I felt awful. Humiliated, and disgusted with myself for ruining a perfectly lovely evening, and so thoroughly ending what had started off as a nice little affair. If he had never heard of vaginismus before it was bound to come as a shock, and he had just met me so how could he really be expected to be understanding? After a short amount of time wallowing in this feeling of self-loathing, I stopped. 

Because why would I want to feel sad at scaring off someone who, so far from being a "feminist", had tossed me aside the second he realised he wasn't going to get his end away? I realised, with a little breath of relief and a smile, that what had happened was not an awful and humiliating rejection, but actually a lucky escape from a bit of an arsehole. Feminist? Bollocks was he! A feminist isn't a man who's afraid of a woman's body and it's quirks, but someone brave enough to take it all in his stride. A feminist doesn't value someone only so far as their ability to provide them with sexual gratification, and a feminist doesn't use "feminism" as a way to get someone into bed. Well, maybe they do a little bit, but to the mutual enjoyment and gratification of both.

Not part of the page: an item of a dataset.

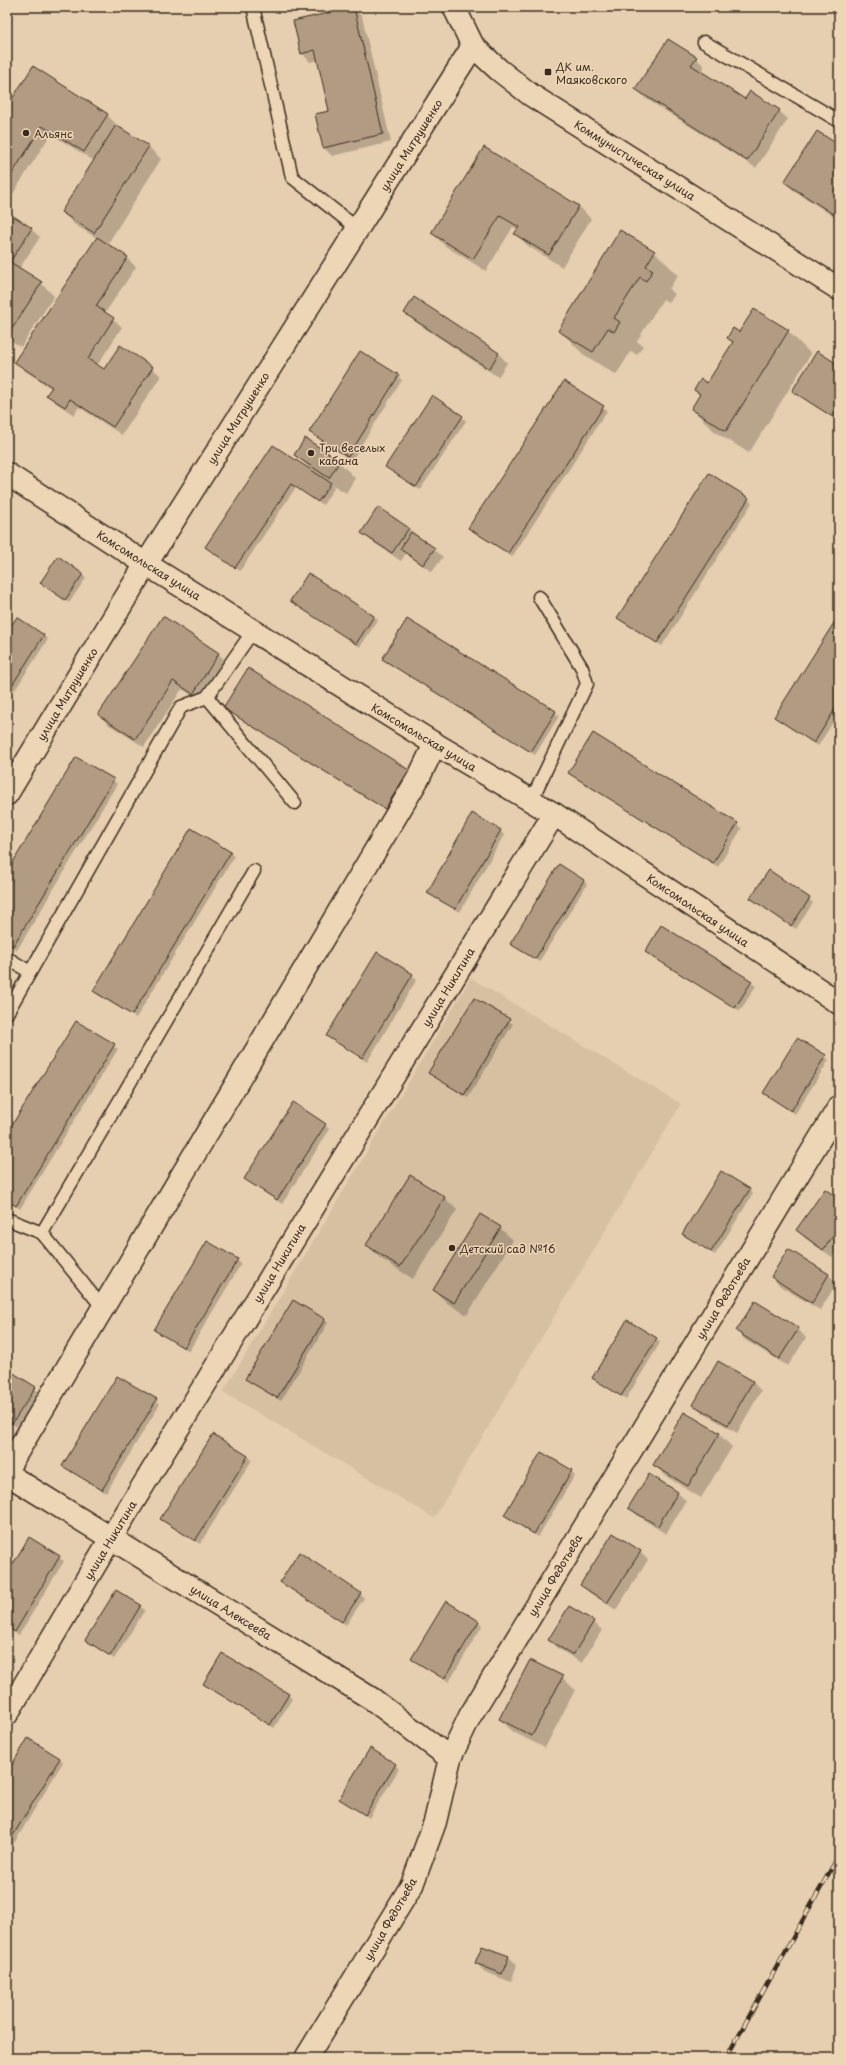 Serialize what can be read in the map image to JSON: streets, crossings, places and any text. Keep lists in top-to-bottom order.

Really, I'm lucky that I haven't encountered this sort of a reaction more. Previous boyfriends could not have been more supportive about the whole thing, and not in any sort of mimsy, patronising "there, there darling, don't you worry" sort of a way, nor in a hero-complex desire to be my cure sort of a way, but in a genuine, "if it hurts of course we won't, let's order pizza and watch Sherlock", sort of a way. There are no doubt lots of women who he would have invited back who would have been able and willing to oblige, but that's not my lot and actually not someone I would want to be. In some ways, vaginismus has made me stronger. It really separates the wheat from the chaff. I will never let a man make me feel that moment of disgust and self-loathing for something so beyond my control again.

*1 We should all call ourselves feminists, 2 HOW MUCH?! and 3 Not a whole titting lot.


  1. Hey Keeks, a friend recommended your blog to me, and I'm so glad. It's great, such fun and so refreshing! I can completely relate to all that you say, especially the dealing with doctors, and the feelings of sexual inadequacies. Vaginismis has been an often all-consuming crazy ride for me, and something that I have now learnt to live with. Keep them coming, and good on you :)

  2. hey kt,
    thanks so much for your comment, it's so nice to already be hearing from other women going through the same thing and encouraging that people are reading! Thanks again for your lovely comment and good luck with the journey x

  3. I wish I'd read this years ago. Back in the early nineties (I'm getting on a bit now), I met a charming woman and we ended up, somewhat drunk, back at her place. She didn't say anything and I wouldn't have known what she meant anyway but, from what you've described, I'm fairly sure that vaginismus is what she had. I'm only realising this now, today, after reading this far into your blog, and I'm kicking myself because I would have been (I hope) understanding, instead of which it was awkward for her, she got embarrassed and she asked me to leave. I'm guessing she was undiagnosed and frightened and I'm kicking myself that early-twenties me didn't have the information or the insight to be the decent bloke that I should have been.

    1. Julian, you should not in any way be kicking yourself because you sound like an absolute GEM, and I'm only sorry that you hadn't heard of vaginismus (and why would you have?! As I've said a million times on this blog, it is never spoken about! JOIN THE REVOLUTION JULIAN!)

      Thanks for your lovely messages.